═══ Records provided ═══

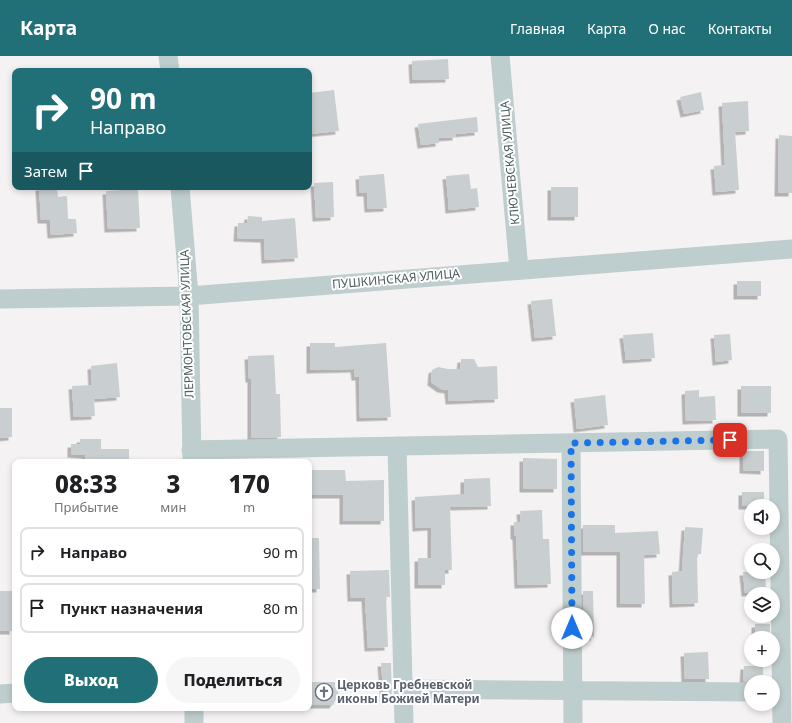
<!DOCTYPE html>
<html lang="ru">
<meta charset="utf-8">
<style>
body{margin:0;font-family:"Noto Sans",sans-serif;background:#f6f6f6;color:#202124;height:100vh;display:flex;flex-direction:column;font-size:15px;white-space:nowrap}
*{box-sizing:border-box;margin:0}
p{font-size:13px;color:#757577}
.icon{flex:none;width:22px;height:22px;fill:none;stroke:currentColor;stroke-width:2;stroke-linecap:round;stroke-linejoin:round}
.map{position:relative;flex:1;overflow:hidden}
.panel{position:absolute;left:12px;top:403px;width:300px;height:252px;display:flex;flex-direction:column;background:#fff;border-radius:8px;box-shadow:0 2px 6px #0003}
.panel>*{flex:none}
.top-card{position:absolute;left:12px;top:12px;width:300px;height:122px;border-radius:8px;box-shadow:0 2px 6px #0003;background:#216f77;color:#fff;overflow:hidden}
.tools{position:absolute;left:744px;top:443px;display:grid;gap:8px}
.tools a{display:grid;place-items:center;width:36px;height:36px;border-radius:50%;background:#fff;box-shadow:0 2px 6px #0003;font-size:20px}
.pin{position:absolute;display:grid;place-items:center;width:34px;height:34px;color:#fff;margin:-17px;border-radius:8px;box-shadow:0 2px 6px #0006}
.me{position:absolute;width:44px;margin:-22px;rotate:0deg;stroke-linejoin:round;filter:drop-shadow(0 0 3px #0008)}
.turn{display:flex;align-items:center;gap:14px;height:84px;padding:0 12px;font-size:18px}
.turn .icon{width:52px;height:52px;stroke-width:2.5}
.turn b{display:block;font-size:28px;line-height:34px}
.then{display:flex;align-items:center;height:38px;padding:0 12px;background:#0003;gap:8px;font-size:15px}
.eta{display:flex;justify-content:space-evenly;align-items:center;height:68px;text-align:center}
.eta b{font-size:24px;font-weight:800;line-height:28px}
.cta{display:flex;gap:8px;margin-top:auto;padding:8px 12px}
.cta a{flex:1;height:46px;border-radius:24px;background:#216f77;color:#fff;font-size:16px;font-weight:800;line-height:46px;text-align:center}
.cta a+a{background:#f6f6f6;color:#202124}
ul{padding:0;list-style:none}
li{display:flex;align-items:center;gap:12px;height:50px;margin:0 8px 6px;padding:0 4px;border:2px solid #e0e0e0;border-radius:8px}
li div{flex:1}
li b{display:block;font-size:15px}
li em{font-style:normal}
header{display:flex;align-items:center;gap:24px;box-sizing:border-box;height:56px;padding:0 20px;background:#216f77;color:#fff}
header strong{font-size:19px}
nav{display:flex;gap:22px;margin-inline-start:auto;font-size:14px}
.map>svg:first-child{display:block}
</style>
<header>
<strong>Карта</strong>
<nav><a>Главная</a><a>Карта</a><a>О нас</a><a>Контакты</a></nav>
</header>
<div class="map">
<svg width="792" height="667" viewBox="0 0 792 667">
<defs>
<filter id="shadow"><feDropShadow dx="-3.5" dy="3.5" stdDeviation="0" flood-color="#0004"/></filter>
</defs>
<rect width="100%" height="100%" fill="#f4f2f3"/>
<!-- building -->
<path fill="#c9cfd0" filter="url(#shadow)" d="M448 3 449 23 413 24 412 5Z
M334 34 339 75 309 78V37Z
M701 36 704 54 684 58 680 41Z
M748 45 749 75 735 76 739 134 716 136 714 110 725 109 722 47Z
M477 61 478 76 456 78V81L439 82V87L421 89 418 68Z
M779 79 792 80V137H778Z
M384 118 387 152 368 153 367 137H360L359 120Z
M469 118 471 133 477 132 479 151 449 154 446 120Z
M333 126 334 161 316 162 314 127Z
M39 131H57L58 141 67 140 68 163H76L77 177 51 179 50 164H41Z
M551 131H578V161H551Z
M138 133 140 172 108 173 106 135Z
M248 160 262 161V165L295 162 298 202 265 204 264 183 237 182 238 167H247Z
M737 225H761V240H737Z
M552 243 556 280 535 282 531 245Z
M653 277 655 302 626 304 623 279Z
M730 278 732 304 716 306 714 279Z
M310 287H335V291L386 287 391 361 360 362 359 321H355L354 313 310 314Z
M274 299 276 338H280L281 381 251 382V323H249L248 300Z
M461 303H474L478 311 497 310 498 343 449 345 448 334 441 333 431 326 432 314 438 311 448 313H460Z
M117 307 120 341 94 343 95 360 74 361 72 330 92 329 91 310Z
M741 330H771V357H741Z
M699 334V341L715 340 716 364 686 365 685 335Z
M605 339 608 369 577 373 574 343Z
M0 352H12V381L0 382Z
M80 383H101V393H129V406H85V399L71 398V388H80Z
M743 395H764V415L743 414Z
M523 402 557 403V433H523Z
M309 414H345L346 425 384 424V465H343V439H309Z
M490 422 491 450 450 451 452 514H445V529H418V502H431V471L416 472 415 441 464 438V423Z
M742 436H764V450H742Z
M542 454 543 483H549L551 528 518 529 516 480H514V466H521L520 455Z
M583 469H615V477L658 475 660 498 644 499 645 548H620V496H583Z
M685 471 703 472 701 498H697L698 547 673 548 672 516 682 515Z
M309 482H319L320 533H309Z
M389 514 390 541H386L388 591 368 592 365 542H351L350 515Z
M743 516H765L766 535 745 537Z
M0 535H14L13 575H0Z
M583 535H593L594 581H583Z
M755 568H770V582H755Z
M708 596 709 623H685L684 597Z
M381 607H391L392 644 384 645Z
M744 610H763V626L743 625Z
M309 626H335V631L339 638 333 649H309Z"/>
<g fill="none" stroke-linecap="round" stroke-linejoin="round">
<!-- minor -->
<path stroke="#becdcd" stroke-width="19" d="M168 0 170 15
M500 0 519 214
M180 131 189 240 192 405
M0 243 189 240 792 193
M571 387 573 667
M397 390 404 667
M191 394 778 383 782 667
M404 633 751 636
M0 638 15 637
M194 652V667"/>
</g>
<g fill="none" stroke-linecap="round" stroke-linejoin="round">
<!-- route -->
<path stroke="#1a73e8" stroke-width="7" stroke-dasharray="0 12.6" d="M572 572 571 387 730 384"/>
</g>
<!-- icons -->
<defs>
<symbol id="church-ring" viewBox="-11 -11 22 22"><circle r="9.5" fill="#fff" stroke="#6b7280" stroke-width="1.5"/><path d="M-1.2-6h2.4v3.5h3.3v2.4h-3.3V6h-2.4V-.1h-3.3v-2.4h3.3Z" fill="#6b7280"/></symbol>
</defs>
<g fill-rule="evenodd">
<use href="#church-ring" x="314" y="626" width="20" height="20"/>
</g>
<g text-anchor="middle" stroke-width="4" stroke-linejoin="round" paint-order="stroke">
<!-- street labels -->
<g font-size="12" fill="#4a5e5e" stroke="#fff">
<text transform="translate(510 107) rotate(-95)" y="4">КЛЮЧЕВСКАЯ УЛИЦА</text>
<text transform="translate(396 223) rotate(-5)" y="4">ПУШКИНСКАЯ УЛИЦА</text>
<text transform="translate(187 268) rotate(-92)" y="4">ЛЕРМОНТОВСКАЯ УЛИЦА</text>
</g>
<!-- worship labels -->
<g font-size="12" font-weight="bold" fill="#5b616d" stroke="#fff" text-anchor="start">
<text x="337" y="633">Церковь Гребневской<tspan x="337" dy="14">иконы Божией Матери</tspan></text>
</g>
</g>
</svg>
<div class="tools">
<a><svg class="icon" aria-label="sound" viewBox="0 0 24 24"><path d="M4 9h4l5-4v14l-5-4H4zM17 9q2 3 0 6"/></svg></a>
<a><svg class="icon" aria-label="search" viewBox="0 0 24 24"><circle cx="10" cy="10" r="6"/><path d="M15 15l6 6"/></svg></a>
<a><svg class="icon" aria-label="layers" viewBox="0 0 24 24"><path d="M12 4l9 5-9 5-9-5zM3 14l9 5 9-5"/></svg></a>
<a>+</a>
<a>−</a>
</div>
<div class="pin" style="left:730px;top:384px;background:#d93025"><svg class="icon" aria-label="arrive" viewBox="0 0 24 24"><path d="M6 21V4h12l-3 4 3 4H6"/></svg></div>
<svg class="me" style="left:572px;top:572px" viewBox="-20 -20 40 40"><circle r="19" fill="#fff"/><path d="M0-13L10 11 0 6-10 11z" fill="#1a73e8"/></svg>
<div class="top-card">
<div class="turn"><svg class="icon" aria-label="right" viewBox="0 0 24 24"><path d="M7 20v-9h11M14 6l5 5-5 5"/></svg><div><b>90 m</b>Направо</div></div>
<div class="then">Затем<svg class="icon" aria-label="arrive" viewBox="0 0 24 24"><path d="M6 21V4h12l-3 4 3 4H6"/></svg></div>
</div>
<section class="panel">
<div class="eta">
<div><b>08:33</b><p>Прибытие</p></div>
<div><b>3</b><p>мин</p></div>
<div><b>170</b><p>m</p></div>
</div>
<ul>
<li><svg class="icon" aria-label="right" viewBox="0 0 24 24"><path d="M7 20v-9h11M14 6l5 5-5 5"/></svg><div><b>Направо</b></div><em>90 m</em></li>
<li><svg class="icon" aria-label="arrive" viewBox="0 0 24 24"><path d="M6 21V4h12l-3 4 3 4H6"/></svg><div><b>Пункт назначения</b></div><em>80 m</em></li>
</ul>
<div class="cta"><a>Выход</a><a>Поделиться</a></div>
</section>
</div>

═══

Work task:
Scan the data above for the word "panel". Copy every line in which it is found.

Exercise output:
.panel{position:absolute;left:12px;top:403px;width:300px;height:252px;display:flex;flex-direction:column;background:#fff;border-radius:8px;box-shadow:0 2px 6px #0003}
.panel>*{flex:none}
<section class="panel">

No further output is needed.